Shitty things happen every single day – things that elicit emotions with which we’d rather not deal. The urge to repress the emotions that come along with these things is normal, although they are not beneficial in the long run.
Pain of this kind takes time to subside depending on the severity of the wound, but ultimately it is meant to subside, to be remembered, and to guide future action.
When we touch a hot stovetop, we feel physical pain to remind us not to touch it in the future.
Emotional pain, not unlike physical pain, is a signal that something has occurred that, in some way shape or form, negatively impacts our lives, and that we should avoid in the future.
When we learn of the loss of loved one, or even the lives of strangers – when we learn of tragedies on the news, for example – the pain serves as a reminder that human life is precious, and is to be valued and protected.
We take the reminder of this value of human life and use it to guide our actions.
Rather than sit in the darkness left by the absence of this person’s life, we work ever so diligently to illuminate the world with light of our own.

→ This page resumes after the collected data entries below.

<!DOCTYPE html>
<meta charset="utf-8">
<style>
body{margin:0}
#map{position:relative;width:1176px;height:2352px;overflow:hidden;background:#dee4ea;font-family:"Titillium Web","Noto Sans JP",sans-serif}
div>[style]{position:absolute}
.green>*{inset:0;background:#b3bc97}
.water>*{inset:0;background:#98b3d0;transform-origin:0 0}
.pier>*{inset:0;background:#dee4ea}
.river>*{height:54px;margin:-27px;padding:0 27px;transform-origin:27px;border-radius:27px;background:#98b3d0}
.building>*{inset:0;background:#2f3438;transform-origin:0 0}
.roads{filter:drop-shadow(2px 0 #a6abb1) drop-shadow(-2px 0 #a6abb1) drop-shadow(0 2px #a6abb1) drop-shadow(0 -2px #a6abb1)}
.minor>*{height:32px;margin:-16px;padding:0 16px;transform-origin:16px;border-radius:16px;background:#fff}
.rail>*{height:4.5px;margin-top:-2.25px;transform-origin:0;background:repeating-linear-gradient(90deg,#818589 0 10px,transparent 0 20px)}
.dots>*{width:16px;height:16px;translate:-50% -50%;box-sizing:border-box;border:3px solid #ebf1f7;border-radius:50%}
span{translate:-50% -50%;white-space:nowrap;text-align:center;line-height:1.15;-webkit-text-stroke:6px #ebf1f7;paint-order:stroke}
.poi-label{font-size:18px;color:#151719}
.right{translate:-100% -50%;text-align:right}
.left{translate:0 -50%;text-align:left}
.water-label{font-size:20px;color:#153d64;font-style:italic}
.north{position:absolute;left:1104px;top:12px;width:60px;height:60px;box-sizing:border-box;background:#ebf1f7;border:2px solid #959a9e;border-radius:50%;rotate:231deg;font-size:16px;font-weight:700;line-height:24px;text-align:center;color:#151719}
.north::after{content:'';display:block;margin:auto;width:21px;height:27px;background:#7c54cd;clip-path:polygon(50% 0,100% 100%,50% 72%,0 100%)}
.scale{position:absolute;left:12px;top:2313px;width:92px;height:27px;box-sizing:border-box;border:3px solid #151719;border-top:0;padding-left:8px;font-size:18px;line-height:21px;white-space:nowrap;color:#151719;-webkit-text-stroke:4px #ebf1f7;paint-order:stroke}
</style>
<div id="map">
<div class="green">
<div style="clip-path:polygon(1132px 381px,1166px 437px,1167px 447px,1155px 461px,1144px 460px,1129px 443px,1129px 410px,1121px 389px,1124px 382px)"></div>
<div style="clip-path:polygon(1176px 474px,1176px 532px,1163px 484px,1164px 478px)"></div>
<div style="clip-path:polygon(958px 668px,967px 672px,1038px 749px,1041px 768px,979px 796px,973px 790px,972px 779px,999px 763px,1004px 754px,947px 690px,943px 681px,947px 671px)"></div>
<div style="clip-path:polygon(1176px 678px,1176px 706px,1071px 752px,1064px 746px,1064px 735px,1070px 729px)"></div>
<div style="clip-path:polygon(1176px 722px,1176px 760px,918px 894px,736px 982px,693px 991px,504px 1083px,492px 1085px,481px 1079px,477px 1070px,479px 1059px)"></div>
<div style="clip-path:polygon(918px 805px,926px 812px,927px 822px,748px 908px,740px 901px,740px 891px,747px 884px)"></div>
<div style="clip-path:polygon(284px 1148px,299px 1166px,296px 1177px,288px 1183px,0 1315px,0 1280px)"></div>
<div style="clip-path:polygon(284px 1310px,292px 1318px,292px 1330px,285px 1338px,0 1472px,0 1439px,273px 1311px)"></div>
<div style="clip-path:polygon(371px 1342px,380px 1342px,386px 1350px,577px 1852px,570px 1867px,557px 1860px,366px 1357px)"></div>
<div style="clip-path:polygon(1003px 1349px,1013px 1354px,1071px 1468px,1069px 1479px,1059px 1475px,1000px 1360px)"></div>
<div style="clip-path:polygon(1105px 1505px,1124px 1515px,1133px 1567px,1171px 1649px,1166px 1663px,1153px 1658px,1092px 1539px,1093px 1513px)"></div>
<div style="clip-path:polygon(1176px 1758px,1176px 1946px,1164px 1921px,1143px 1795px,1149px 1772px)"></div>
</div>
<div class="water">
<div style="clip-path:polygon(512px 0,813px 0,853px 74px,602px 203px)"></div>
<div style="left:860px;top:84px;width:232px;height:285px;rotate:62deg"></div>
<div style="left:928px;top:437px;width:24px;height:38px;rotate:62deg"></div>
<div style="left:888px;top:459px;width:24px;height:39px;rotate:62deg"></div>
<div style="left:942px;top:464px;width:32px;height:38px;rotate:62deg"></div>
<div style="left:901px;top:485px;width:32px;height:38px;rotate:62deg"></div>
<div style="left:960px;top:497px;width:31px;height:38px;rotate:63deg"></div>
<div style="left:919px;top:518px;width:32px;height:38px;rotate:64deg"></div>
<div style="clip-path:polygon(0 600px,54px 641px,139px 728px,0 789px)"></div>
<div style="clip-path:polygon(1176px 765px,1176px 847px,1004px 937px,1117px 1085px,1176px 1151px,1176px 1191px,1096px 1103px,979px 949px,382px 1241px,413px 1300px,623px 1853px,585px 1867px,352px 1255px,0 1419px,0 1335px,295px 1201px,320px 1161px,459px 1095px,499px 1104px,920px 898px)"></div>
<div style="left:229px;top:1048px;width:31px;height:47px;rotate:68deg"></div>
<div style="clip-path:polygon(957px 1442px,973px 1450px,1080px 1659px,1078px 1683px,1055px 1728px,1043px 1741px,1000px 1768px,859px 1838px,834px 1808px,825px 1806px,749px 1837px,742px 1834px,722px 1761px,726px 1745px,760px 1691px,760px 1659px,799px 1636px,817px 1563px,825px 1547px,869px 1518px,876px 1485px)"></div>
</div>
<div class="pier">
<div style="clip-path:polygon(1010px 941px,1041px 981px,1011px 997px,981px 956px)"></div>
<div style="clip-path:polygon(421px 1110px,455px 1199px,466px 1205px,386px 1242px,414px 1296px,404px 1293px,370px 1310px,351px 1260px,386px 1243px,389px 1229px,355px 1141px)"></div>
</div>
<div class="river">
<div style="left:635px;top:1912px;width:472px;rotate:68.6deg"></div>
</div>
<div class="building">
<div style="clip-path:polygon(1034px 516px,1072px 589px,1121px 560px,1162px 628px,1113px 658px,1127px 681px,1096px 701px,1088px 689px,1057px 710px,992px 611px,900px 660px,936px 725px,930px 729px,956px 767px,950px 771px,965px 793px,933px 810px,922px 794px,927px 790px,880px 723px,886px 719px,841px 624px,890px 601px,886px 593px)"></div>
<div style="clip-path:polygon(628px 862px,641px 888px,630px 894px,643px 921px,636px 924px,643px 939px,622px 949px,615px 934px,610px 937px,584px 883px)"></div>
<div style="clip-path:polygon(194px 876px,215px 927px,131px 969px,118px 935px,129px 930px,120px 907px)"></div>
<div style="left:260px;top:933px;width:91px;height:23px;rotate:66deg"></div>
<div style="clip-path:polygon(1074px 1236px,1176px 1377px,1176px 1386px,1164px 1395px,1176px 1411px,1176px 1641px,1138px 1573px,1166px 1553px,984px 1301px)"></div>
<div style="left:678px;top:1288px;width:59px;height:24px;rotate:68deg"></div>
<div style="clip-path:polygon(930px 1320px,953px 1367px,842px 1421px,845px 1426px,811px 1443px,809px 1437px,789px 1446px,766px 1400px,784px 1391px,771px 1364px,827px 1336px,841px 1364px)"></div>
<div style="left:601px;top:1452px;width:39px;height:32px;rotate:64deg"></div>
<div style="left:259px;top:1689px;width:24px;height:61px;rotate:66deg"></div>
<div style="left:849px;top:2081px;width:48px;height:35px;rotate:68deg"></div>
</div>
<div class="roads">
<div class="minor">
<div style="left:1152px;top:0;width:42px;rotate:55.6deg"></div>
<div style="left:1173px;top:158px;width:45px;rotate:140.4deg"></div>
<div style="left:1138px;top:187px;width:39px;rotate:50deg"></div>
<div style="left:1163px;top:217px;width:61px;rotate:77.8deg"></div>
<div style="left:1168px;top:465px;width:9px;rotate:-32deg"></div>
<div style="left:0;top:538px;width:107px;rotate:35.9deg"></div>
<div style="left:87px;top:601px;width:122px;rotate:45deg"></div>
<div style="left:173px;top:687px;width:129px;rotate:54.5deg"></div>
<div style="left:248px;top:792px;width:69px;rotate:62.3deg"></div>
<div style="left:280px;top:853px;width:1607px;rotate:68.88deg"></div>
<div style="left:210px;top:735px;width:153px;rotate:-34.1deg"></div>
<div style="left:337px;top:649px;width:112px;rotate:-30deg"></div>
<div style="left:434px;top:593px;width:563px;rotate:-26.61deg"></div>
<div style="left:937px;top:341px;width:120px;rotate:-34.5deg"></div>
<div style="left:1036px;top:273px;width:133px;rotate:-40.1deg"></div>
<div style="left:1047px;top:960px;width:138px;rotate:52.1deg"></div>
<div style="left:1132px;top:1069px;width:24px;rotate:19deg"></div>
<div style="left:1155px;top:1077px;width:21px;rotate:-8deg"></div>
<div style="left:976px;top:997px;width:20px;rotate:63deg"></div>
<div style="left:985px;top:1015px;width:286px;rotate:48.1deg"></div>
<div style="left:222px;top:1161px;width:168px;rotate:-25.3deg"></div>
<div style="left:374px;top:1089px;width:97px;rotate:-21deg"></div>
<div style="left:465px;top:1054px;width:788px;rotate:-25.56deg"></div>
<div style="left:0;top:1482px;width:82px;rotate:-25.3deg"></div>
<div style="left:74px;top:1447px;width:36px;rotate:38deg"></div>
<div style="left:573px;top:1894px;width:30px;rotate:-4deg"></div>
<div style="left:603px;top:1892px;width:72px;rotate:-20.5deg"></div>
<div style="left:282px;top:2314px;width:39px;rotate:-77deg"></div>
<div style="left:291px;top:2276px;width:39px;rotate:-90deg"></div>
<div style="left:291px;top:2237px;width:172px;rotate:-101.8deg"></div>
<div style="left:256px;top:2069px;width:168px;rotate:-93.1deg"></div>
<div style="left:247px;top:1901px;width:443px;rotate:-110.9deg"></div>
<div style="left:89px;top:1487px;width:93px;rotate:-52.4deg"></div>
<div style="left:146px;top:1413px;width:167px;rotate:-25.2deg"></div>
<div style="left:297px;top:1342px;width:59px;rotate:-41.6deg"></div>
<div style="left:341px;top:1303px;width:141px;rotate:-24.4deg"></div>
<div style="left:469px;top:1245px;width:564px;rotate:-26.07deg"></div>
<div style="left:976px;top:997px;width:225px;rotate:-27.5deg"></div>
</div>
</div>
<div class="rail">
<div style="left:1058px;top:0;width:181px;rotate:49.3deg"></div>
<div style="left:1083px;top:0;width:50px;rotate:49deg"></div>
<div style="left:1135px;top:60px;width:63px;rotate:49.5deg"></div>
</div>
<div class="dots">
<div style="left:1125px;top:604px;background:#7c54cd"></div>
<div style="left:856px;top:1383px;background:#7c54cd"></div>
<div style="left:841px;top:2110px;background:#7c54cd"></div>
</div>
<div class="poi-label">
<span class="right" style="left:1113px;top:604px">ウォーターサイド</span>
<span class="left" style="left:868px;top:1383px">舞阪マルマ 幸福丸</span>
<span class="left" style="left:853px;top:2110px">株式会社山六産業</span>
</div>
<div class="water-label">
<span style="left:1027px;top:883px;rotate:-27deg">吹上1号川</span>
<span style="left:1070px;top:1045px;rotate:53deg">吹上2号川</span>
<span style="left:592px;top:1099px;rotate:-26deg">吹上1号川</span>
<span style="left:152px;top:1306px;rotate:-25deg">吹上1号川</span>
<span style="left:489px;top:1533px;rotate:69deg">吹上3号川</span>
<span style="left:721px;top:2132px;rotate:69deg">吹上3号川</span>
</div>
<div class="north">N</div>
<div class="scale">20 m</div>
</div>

We call our parents and siblings.
We say, “please”, and “thank you”.
We do favors with no expectation or reciprocity.
We forgive those who’ve wronged us.
We do all of the little things that brighten up the lives of others.
We appreciate the lights that brighten up our own lives.
I like to think that these considerations are the highest form of honoring the memories of the loved ones we ultimately lose along this journey.
Loss is never easy, and keeping these considerations in mind will be difficult in the necessary process of grieving, but they can make all the difference in the world in terms of making the most out of death – an inevitability of the gift of life.
After all, what kind of gift would life be without the urgency to make the most of it while we have it?